Typically, the best tautog fishing around the Upper Cape is in Buzzards Bay and again Jeff Hopwood of Maco’s in Buzzards Bay and Monument Beach provided a good example of the importance of temperature. Last Sunday he set off in search of tog towards Wareham, but with the tide flowing west of the canal, bringing cooler water from Cape Cod Bay, the water temperature was about about 44 degrees. Jeff and the crew managed to manage a few very small fish, under 12 inches, and he ultimately decided that if it was too cold for the tautog, it was too cold for him.
A couple of other fishermen he knows went out on Monday and got better results, this time on the East Current; the water temperature had risen to 46-47 degrees and they had managed to deal with some legal fish.
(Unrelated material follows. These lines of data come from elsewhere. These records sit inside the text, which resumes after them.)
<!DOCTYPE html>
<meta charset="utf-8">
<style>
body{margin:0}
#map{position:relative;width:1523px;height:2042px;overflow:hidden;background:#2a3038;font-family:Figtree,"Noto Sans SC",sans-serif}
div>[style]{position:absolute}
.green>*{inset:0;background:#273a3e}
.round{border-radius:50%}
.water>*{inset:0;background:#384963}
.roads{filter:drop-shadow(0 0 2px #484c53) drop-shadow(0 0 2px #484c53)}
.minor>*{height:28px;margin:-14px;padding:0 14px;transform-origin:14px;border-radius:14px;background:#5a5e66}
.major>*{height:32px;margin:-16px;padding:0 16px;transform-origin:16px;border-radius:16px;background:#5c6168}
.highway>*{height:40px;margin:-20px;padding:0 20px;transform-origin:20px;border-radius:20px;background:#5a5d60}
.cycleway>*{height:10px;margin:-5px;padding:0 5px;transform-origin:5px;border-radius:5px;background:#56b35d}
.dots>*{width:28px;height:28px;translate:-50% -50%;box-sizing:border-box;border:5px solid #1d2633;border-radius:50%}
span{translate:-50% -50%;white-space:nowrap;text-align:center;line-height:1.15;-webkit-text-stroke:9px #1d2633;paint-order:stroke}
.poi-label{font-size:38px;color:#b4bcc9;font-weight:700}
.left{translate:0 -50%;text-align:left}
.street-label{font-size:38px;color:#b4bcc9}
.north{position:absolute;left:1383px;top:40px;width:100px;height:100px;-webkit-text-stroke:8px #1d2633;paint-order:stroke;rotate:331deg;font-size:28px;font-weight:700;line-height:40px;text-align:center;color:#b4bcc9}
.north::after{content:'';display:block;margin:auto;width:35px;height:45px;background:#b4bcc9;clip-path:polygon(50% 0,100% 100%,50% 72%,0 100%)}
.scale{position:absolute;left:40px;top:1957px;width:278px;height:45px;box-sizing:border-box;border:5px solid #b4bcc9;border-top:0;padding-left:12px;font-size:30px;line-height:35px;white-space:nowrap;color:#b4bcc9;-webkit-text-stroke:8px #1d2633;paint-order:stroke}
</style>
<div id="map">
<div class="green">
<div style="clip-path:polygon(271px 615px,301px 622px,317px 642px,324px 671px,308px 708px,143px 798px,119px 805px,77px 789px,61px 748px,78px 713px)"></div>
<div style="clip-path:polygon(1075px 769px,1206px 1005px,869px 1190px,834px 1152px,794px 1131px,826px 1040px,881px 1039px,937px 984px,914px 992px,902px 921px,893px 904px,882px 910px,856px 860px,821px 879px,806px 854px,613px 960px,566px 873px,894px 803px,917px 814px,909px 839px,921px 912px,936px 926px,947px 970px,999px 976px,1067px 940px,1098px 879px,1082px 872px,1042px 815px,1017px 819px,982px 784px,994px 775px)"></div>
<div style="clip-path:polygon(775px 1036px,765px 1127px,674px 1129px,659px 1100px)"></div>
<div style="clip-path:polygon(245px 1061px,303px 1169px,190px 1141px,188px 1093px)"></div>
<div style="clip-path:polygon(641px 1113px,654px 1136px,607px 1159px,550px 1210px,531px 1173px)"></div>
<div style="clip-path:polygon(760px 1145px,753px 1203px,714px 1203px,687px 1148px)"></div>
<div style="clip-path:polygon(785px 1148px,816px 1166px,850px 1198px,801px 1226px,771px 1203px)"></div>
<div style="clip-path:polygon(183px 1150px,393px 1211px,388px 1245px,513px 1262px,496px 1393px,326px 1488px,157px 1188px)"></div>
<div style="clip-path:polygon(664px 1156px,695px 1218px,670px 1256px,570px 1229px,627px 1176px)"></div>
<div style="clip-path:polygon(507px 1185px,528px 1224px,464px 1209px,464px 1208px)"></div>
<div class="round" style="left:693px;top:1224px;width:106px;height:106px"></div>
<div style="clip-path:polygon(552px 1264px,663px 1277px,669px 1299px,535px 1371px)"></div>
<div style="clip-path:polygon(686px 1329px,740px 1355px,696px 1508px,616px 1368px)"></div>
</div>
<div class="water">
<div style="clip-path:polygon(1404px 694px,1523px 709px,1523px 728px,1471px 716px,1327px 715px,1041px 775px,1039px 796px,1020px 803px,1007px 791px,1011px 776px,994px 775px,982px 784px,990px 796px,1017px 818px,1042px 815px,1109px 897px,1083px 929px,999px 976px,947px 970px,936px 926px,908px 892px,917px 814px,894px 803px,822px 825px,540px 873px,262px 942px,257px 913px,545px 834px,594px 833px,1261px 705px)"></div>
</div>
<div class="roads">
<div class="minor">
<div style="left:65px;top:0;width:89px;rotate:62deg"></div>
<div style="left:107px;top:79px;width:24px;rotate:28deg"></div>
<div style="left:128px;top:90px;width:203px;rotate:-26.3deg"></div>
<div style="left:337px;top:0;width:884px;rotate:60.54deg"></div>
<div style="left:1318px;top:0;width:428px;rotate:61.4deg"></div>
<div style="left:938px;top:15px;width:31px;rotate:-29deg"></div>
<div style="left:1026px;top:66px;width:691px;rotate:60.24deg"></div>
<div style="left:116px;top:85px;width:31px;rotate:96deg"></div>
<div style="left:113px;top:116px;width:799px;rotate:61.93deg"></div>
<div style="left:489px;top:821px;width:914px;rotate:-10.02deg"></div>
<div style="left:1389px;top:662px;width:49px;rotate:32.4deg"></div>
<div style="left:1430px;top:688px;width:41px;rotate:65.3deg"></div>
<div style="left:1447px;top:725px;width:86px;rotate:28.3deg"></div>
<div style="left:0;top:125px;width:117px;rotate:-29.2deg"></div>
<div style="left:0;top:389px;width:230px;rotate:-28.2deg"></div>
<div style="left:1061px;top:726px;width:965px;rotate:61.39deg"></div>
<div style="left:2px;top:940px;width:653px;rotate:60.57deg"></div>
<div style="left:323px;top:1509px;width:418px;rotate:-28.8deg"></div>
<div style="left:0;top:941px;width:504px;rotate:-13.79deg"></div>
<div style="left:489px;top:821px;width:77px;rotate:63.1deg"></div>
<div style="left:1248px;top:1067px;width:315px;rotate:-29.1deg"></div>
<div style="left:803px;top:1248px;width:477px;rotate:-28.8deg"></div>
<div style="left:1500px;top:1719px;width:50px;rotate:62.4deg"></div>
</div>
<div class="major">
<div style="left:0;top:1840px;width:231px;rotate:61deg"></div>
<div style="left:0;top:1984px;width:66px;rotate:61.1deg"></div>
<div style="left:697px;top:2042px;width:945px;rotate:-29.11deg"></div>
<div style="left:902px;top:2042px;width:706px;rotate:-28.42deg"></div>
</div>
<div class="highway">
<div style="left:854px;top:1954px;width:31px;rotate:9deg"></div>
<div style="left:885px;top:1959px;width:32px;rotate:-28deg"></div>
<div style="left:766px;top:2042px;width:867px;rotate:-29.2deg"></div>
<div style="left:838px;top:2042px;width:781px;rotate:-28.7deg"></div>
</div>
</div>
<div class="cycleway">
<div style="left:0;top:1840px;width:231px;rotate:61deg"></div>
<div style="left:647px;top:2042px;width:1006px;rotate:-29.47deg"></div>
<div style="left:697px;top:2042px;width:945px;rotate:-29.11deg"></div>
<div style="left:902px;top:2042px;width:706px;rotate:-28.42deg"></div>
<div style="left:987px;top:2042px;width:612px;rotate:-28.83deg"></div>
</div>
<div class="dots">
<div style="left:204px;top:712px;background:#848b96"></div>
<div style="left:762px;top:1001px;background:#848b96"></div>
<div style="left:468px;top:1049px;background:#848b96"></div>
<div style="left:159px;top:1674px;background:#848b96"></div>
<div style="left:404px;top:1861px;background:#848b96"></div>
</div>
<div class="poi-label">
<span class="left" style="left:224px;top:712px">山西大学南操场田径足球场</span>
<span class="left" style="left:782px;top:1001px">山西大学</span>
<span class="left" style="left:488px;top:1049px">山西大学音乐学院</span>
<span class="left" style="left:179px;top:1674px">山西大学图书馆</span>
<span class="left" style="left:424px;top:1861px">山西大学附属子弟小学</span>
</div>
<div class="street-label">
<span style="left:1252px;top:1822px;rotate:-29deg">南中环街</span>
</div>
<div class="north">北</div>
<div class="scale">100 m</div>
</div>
One of them had set off from Hen Cove and the other from Phinney’s Harbor, so Jeff suspected they were fishing in the Wing’s Neck and Scraggy Neck areas, although there are plenty of structures to choose from in the upper section. of Buzzards Bay.
At the Sports Harbor in Hyannis, Amy Wrightson had news of a large 6.5-pound bill caught on a large minnow; she said he had a big belly and agreed with me that he was probably bigger than most of the early-season schoolchildren who will be caught in the next few weeks. The happy fisherman would only say he caught it in a local pond, but Amy also spoke of a 3.5-pound big mouth that was caught on a Rapala bait in Mashpee-Wakeby.
Regarding Largemouth Bass, AJ Coots suggested three categories of lures for early season work: Chatterbaits, Jerkbaits, and Rattletraps. These three elements can be worked slowly, which is important in cold, early season waters. Hanging Jerkbaits can be picked up and then stopped, at which point they’ll hold up to the depth they were worked on, keeping them facing a hungry, but lethargic bass. Chatterbaits are very versatile and can be paused, like hanging jerkbait, as well as being swam or jigged. Rattletraps are another slow-recovering bait and are particularly productive in ponds that serve as spawning grounds for migrating herring.
Although not many people target them, AJ added that most bigmouth ponds are home to a good number of pike, some of which reach impressive sizes.
One of the problems faced by freshwater anglers who prefer to keep their feet on dry land is the amount of shore available depending on the water level. AJ said it wasn’t a problem this year with so little rain; in fact, he laughed, pointing out that some of the litter areas he liked to fish in the past aren’t even underwater right now.
Cape Ponds are also home to a number of toad species, including crappie, and they may require a large, powerful pot, as was the case with the 1.9 pounds Christian G. weighed in midweek. . Lots of people fish for toads and panfish with jigs and even with small insects on a fly rod, but in this case the fisherman was using a minnow which is a good way to target larger fish, advised Christian.